21 November 2017, 13:12

FaureFaure

By Amy MacKenzie

The music of French composer Gabriel Fauré is simply exquisite. Known chiefly for his Requiem, there are many other reasons why you should be listening to the exceptionally gifted composer right now...

Gabriel Fauré was quite the trendsetter in the late 19th and early 20th centuries (and we're not just talking about his magnificent moustache). Here are 7 reasons why you should be listening to the extremely talented, and arguably underrated French composer RIGHT NOW: 

1. His work influenced many 20th Century Composers

Fauré wrote delectable music that’s easy on the ear, but said that creating it was “like a sticking door that I have to open.” He was dismissed by Debussy as “a master of charms”, although the subtle intimacy of his output influenced a generation.


2. He was taught by Camille Saint-Saëns

Gabriel Fauré was born in 1845, son of a schoolteacher. His musical abilities were spotted early in his childhood and the principal of a new school of church and classical music in Paris was so impressed that he offered the 8-year-old boy a free place. When he was 15, he began composition lessons with Camille Saint-Saens, and the two of them became lifelong friends.

Under the guidance of such an encouraging teacher, Fauré developed a very individual musical style, but he was never particularly ambitious. 

This gorgeous piano Barcarolle is all about going with the flow, from minor to major, and then with a little flurry of emotion back to that wistful minor-key tune again.
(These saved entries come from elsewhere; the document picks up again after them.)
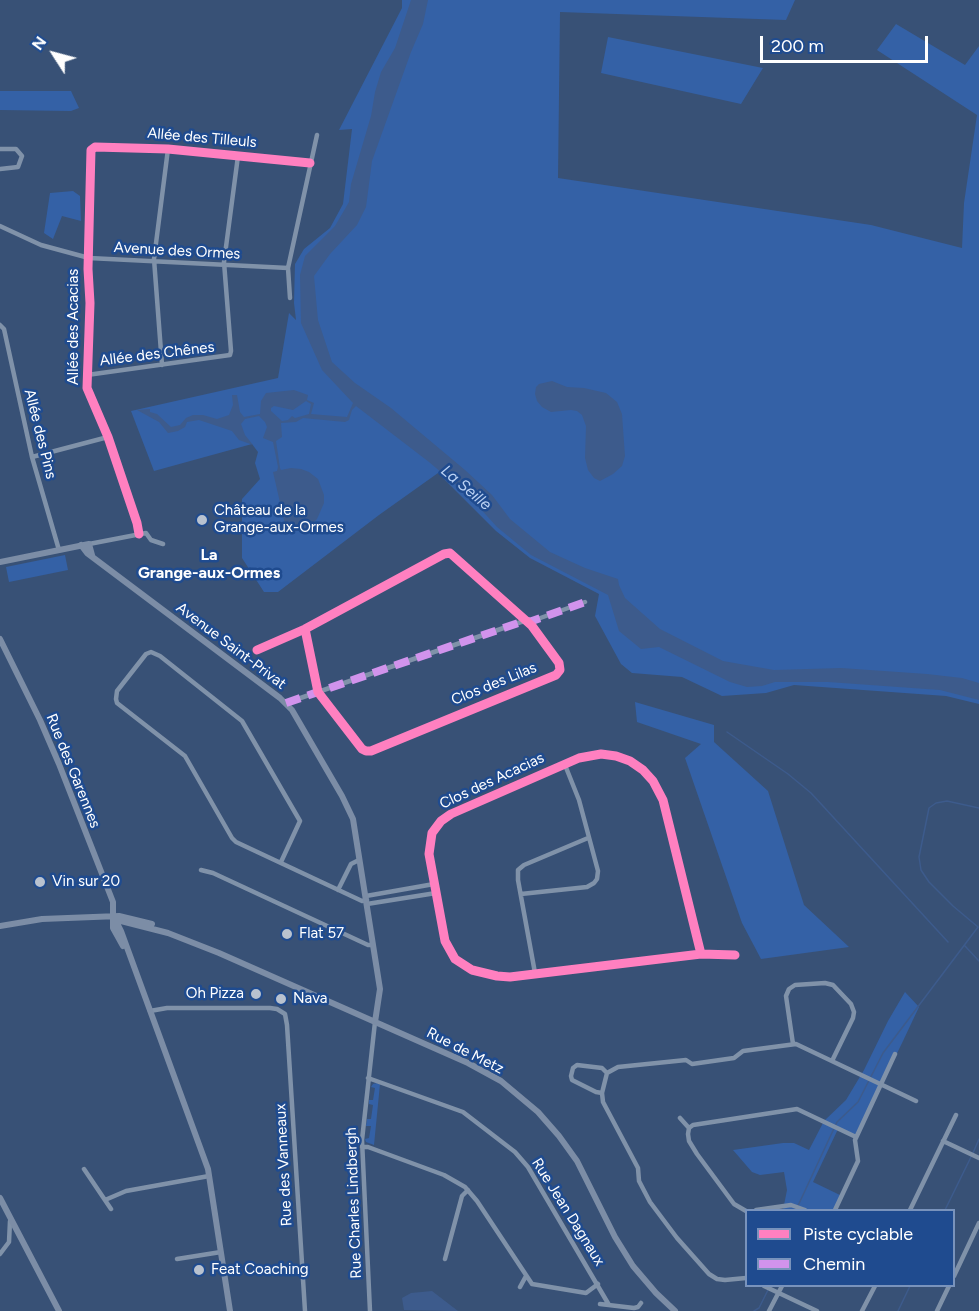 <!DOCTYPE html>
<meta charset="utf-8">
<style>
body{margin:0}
#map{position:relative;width:979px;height:1311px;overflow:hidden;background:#385176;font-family:Figtree,sans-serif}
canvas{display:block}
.legend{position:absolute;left:745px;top:1209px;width:210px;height:78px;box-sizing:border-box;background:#1f4b8f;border:2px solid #7993bc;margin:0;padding:8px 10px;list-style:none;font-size:18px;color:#fff}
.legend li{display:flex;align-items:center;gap:12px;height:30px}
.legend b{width:30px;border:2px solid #7993bc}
.north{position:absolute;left:24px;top:24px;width:60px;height:60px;-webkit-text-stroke:4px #1f4b8f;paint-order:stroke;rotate:306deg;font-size:16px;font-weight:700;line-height:24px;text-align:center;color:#fff}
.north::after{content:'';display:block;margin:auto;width:21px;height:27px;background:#fff;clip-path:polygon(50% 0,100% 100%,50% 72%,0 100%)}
.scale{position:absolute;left:760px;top:36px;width:168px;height:27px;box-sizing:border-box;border:3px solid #fff;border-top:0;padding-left:8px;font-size:18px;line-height:21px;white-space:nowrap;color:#fff;-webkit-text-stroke:4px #1f4b8f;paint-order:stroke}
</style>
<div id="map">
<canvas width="979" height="1311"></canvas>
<ul class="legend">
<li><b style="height:8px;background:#ff80c0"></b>Piste cyclable</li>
<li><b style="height:8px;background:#d193ec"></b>Chemin</li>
</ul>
<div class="north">N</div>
<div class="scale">200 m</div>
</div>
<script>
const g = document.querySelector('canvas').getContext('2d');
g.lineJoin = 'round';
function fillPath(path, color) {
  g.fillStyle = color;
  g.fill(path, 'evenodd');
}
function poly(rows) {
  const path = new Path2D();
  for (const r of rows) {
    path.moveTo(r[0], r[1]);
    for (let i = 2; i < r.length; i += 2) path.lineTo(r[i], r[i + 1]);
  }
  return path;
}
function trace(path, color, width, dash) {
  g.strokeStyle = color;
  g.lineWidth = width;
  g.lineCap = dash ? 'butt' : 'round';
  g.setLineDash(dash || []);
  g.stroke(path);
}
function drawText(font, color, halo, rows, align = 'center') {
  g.font = font + ' Figtree,sans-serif';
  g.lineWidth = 5;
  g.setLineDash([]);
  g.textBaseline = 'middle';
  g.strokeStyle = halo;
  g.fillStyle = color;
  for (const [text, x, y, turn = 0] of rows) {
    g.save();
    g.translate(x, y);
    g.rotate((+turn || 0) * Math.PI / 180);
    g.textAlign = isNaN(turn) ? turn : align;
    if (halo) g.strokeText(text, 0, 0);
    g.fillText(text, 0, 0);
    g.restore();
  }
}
fillPath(poly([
 [402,0,795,0,786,20,560,12,558,178,871,225,962,248,964,203,977,115,877,50,896,24,965,65,979,46,979,704,946,696,794,685,766,693,722,696,682,677,632,673,621,664,595,616,599,594,530,558,496,531,438,473,379,515,278,592,264,592,242,558,242,499,260,479,255,463,258,452,252,444,154,471,131,411,278,378,289,313,296,320,294,303,295,264,304,249,330,228,343,204,352,129,339,130,402,8],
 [608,37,763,68,741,104,601,73],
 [0,91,71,91,79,108,71,111,0,110],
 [73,191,80,196,81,221,62,216,53,239,44,233,50,193],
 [65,555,68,570,9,582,6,567],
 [635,702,714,725,714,742,768,791,804,905,849,947,761,959,742,923,685,758,701,744,637,722],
 [905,992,919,1007,903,1041,856,1137,838,1129,813,1182,842,1196,835,1210,805,1210,801,1208,800,1210,783,1210,787,1190,784,1172,760,1175,752,1172,733,1150,783,1143,794,1143,809,1150,824,1121,846,1100,864,1070,888,1021],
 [377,1083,380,1084,374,1145,366,1142,365,1139,369,1138,371,1126,366,1126,367,1119,371,1119,373,1105,369,1104,369,1100,373,1100,375,1088,371,1087,373,1084]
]), '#3461a6');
fillPath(poly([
 [411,0,428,0,423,24,411,52,372,161,366,207,357,225,330,254,314,276,318,320,332,362,355,383,391,408,465,470,492,495,510,519,550,552,585,568,618,579,619,585,625,598,660,629,723,661,774,670,841,668,927,674,962,678,979,683,979,700,940,690,828,682,775,682,762,686,747,687,730,682,659,647,641,649,619,631,608,595,531,555,497,527,468,495,429,462,356,406,352,410,349,420,345,422,303,418,296,422,281,423,282,437,276,441,280,468,281,470,291,468,301,469,309,472,318,479,324,495,324,503,317,519,311,525,301,530,287,533,273,472,277,471,278,467,273,442,263,438,267,427,265,422,259,416,245,419,241,424,245,435,253,445,239,440,232,431,199,420,187,422,185,427,178,431,168,433,159,422,137,410,150,409,150,412,157,414,171,427,180,425,186,418,193,415,203,415,217,419,229,415,233,405,232,395,237,395,240,412,244,417,260,414,261,401,266,393,294,390,308,395,307,400,314,403,311,414,347,417,353,403,322,370,301,323,300,275,305,256,335,226,349,202,351,184,371,116,375,92,381,72,395,48],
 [306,401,311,404,309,414,295,418,292,416,288,420,282,421,271,411,271,408,274,406,293,410],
 [552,381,567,387,584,388,606,393,617,402,622,414,625,456,622,466,613,474,600,481,594,478,588,470,585,458,586,426,582,415,577,411,571,410,551,412,542,407,537,401,535,394,536,387,539,384],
 [432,1291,458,1311,404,1310,402,1298,411,1293]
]), '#3d5b8c');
trace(poly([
 [727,732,788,774,811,793,948,942],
 [965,946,979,961],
 [973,1153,979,1139],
 [796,1210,837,1122,858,1102,883,1053,978,927,953,906,929,882,921,870,919,857,929,808,936,803,947,801,979,808],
 [945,1210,971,1157],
 [754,1311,759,1308,770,1286],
 [898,1311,910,1286]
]), '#3d5b8c', 1.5);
trace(poly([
 [0,149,16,149,22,156,18,167,0,169],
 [0,226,41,245,89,258,288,268],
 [290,298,288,268,317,135],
 [0,325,4,329,32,457,59,550],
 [162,365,154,259,168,149],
 [87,375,230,355,231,351,224,262,238,156],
 [32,457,108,437],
 [139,534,137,523,108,437,87,388,90,303,88,269,91,150,95,147,168,149,310,163],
 [89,544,146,533,151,540,163,544],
 [257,650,305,629,444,554,450,553,532,626,559,663,560,670,556,675,371,751,366,751,362,749,318,692,305,629],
 [286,703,521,622,532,621,585,602],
 [281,862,300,821,242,721,160,656,151,652,146,654,117,691,116,699,117,703,185,756,232,838,236,842,362,901,367,900],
 [201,870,213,873,368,945,373,945],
 [338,890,351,864,359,860],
 [521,894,587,887,594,883,597,879,598,871,579,800,565,765],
 [366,896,434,884],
 [367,904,436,893],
 [701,954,663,800,653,781,643,770,630,761,616,756,601,754,579,758,451,814,441,821,432,833,429,854,445,941,455,959,472,970,497,976,510,977,701,954,735,955],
 [535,973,518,880,518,870,524,865,588,838],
 [150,1011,167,1008,270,1008,277,1009,285,1014,287,1025,305,1311],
 [793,1044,786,996,789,989,795,985,825,983,833,985,851,1004,854,1012,853,1018,832,1061],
 [368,1078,463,1112,515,1152,528,1167,609,1305],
 [602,1093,596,1092,572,1080,571,1076,573,1068,577,1065,602,1068,607,1073],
 [680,1118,689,1128],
 [943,1141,979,1158],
 [362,1147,368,1147,444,1175,465,1187,477,1201,532,1284,586,1293,598,1284],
 [84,1169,111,1209],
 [105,1200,126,1191,209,1176],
 [756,1210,791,1205,805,1210],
 [835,1210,858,1161,855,1140,895,1054],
 [910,1210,956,1115],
 [746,1211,734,1204,697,1154,689,1141,688,1134,689,1128,693,1125,797,1109,856,1137],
 [0,1254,9,1242,10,1221],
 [177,1259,221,1252],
 [445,1259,462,1196,468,1190],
 [954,1276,979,1223],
 [746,1278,725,1280,717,1279,709,1274,677,1238,650,1202,639,1181,638,1168,603,1102,602,1093,607,1073,618,1067,686,1060,692,1064,734,1058,743,1051,796,1044,916,1101],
 [764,1286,817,1311],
 [520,1287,526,1276],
 [600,1304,634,1308,638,1307,641,1303],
 [370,1311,362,1140,375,1022],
 [769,1311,782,1286],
 [862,1311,875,1286],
 [937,1311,949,1286]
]), '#8092a9', 4.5);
trace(poly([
 [81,545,87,553,280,698,292,710,342,796,353,819,380,989,375,1022],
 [0,562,89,544,92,555],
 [0,639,40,720,59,764,113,902,113,928,123,946],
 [113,917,121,921,168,933,219,953,468,1063,501,1081,538,1112,559,1136,577,1161,615,1237,633,1266,656,1293,675,1311],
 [114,917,121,931,208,1169,230,1311],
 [0,926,42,919,119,916,152,924],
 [0,1198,59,1311]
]), '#7c8da6', 6);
trace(poly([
 [286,703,521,622,532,621,585,602]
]), '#d193ec', 8, [15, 8]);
trace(poly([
 [139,534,137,523,108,437,87,388,90,303,88,269,91,150,95,147,168,149,310,163],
 [257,650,305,629,444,554,450,553,532,626,559,663,560,670,556,675,371,751,366,751,362,749,318,692,305,629],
 [701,954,663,800,653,781,643,770,630,761,616,756,601,754,579,758,451,814,441,821,432,833,429,854,445,941,455,959,472,970,497,976,510,977,701,954,735,955]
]), '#ff80c0', 9);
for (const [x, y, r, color] of [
 [202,520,6,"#b9c2cf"],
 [40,882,6,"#b9c2cf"],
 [287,934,6,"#b9c2cf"],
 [256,994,6,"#b9c2cf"],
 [281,999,6,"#b9c2cf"],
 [199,1270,6,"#b9c2cf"]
]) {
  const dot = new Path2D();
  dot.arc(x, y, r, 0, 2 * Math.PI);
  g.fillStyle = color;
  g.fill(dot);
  trace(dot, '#1f4b8f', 2);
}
drawText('15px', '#fff', '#1f4b8f', [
 ["Allée des Tilleuls",202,138,5],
 ["Avenue des Ormes",177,251,3],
 ["Allée des Acacias",74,327,-90],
 ["Allée des Chênes",157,354,-7],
 ["Allée des Pins",40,434,76],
 ["Avenue Saint-Privat",231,646,37],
 ["Clos des Lilas",494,684,-22],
 ["Rue des Garennes",73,771,68],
 ["Clos des Acacias",492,781,-25],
 ["Rue de Metz",465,1051,27],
 ["Rue des Vanneaux",284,1165,-93],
 ["Rue Charles Lindbergh",354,1203,-92],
 ["Rue Jean Dagnaux",568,1212,58]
]);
drawText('15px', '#fff', '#1f4b8f', [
 ["Château de la",214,511],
 ["Grange-aux-Ormes",214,528],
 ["Vin sur 20",52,882],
 ["Flat 57",299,934],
 ["Oh Pizza",244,994,"right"],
 ["Nava",293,999],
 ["Feat Coaching",211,1270]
], 'left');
drawText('italic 16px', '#bbd2f4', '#1f4b8f', [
 ["La Seille",466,488,40]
]);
drawText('bold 16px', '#fff', '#1f4b8f', [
 ["La",209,555],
 ["Grange-aux-Ormes",209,573]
]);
</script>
The Barcarolle was originally a song sung by Venetian gondoliers, and its rocking rhythm is soothing and sensuous at the same time. If you don’t know Faure’s 13 Barcarolles, check them out!


3. He was self-deprecating, so we need to show appreciation for what he did not

Fauré's Pavane is filled with quaint lyrics about the romantic helplessness of humankind, a piece that he called “elegant, but not otherwise important.” We disagree with the second half of that statement.


4. He favoured smaller-scale music, but that didn't stop his compositions being any less dramatic

Throughout his life, Fauré excelled in small-scale music – he never wrote a symphony or an opera. But that doesn’t mean he had no dramatic instinct, and his incidental music for various plays was always well-received. Perhaps the most famous of his theatre scores was for Maeterlinck’s drama Pelleas et Melisande, and the suite he made of it is still popular today. 


5. His passionate Romance will tug at your heartstrings

Fauré went through his very own tale of doomed love. In his twenties, he fell deeply in love with Marianne Viardot, daughter of a famous opera singer: they became engaged in 1877, but Marianne called off the wedding and the heartbroken young man plunged himself into his music. The Romance for violin and piano was written around this time, and its simple stepwise melody, leading to a brief outpouring of passion, is so tender you can't help thinking of the girl who may have inspired it. 


6. He was an exceptionally hard worker

Although he became internationally famous in his fifties, he never made enough money to give up his teaching work: throughout his career, he was only free to compose during the summer holidays. 


7. And of course, we couldn't leave out his Requiem...

The piece was almost certainly a musical tribute to his father, who died in 1885, three years before work on the Requiem began.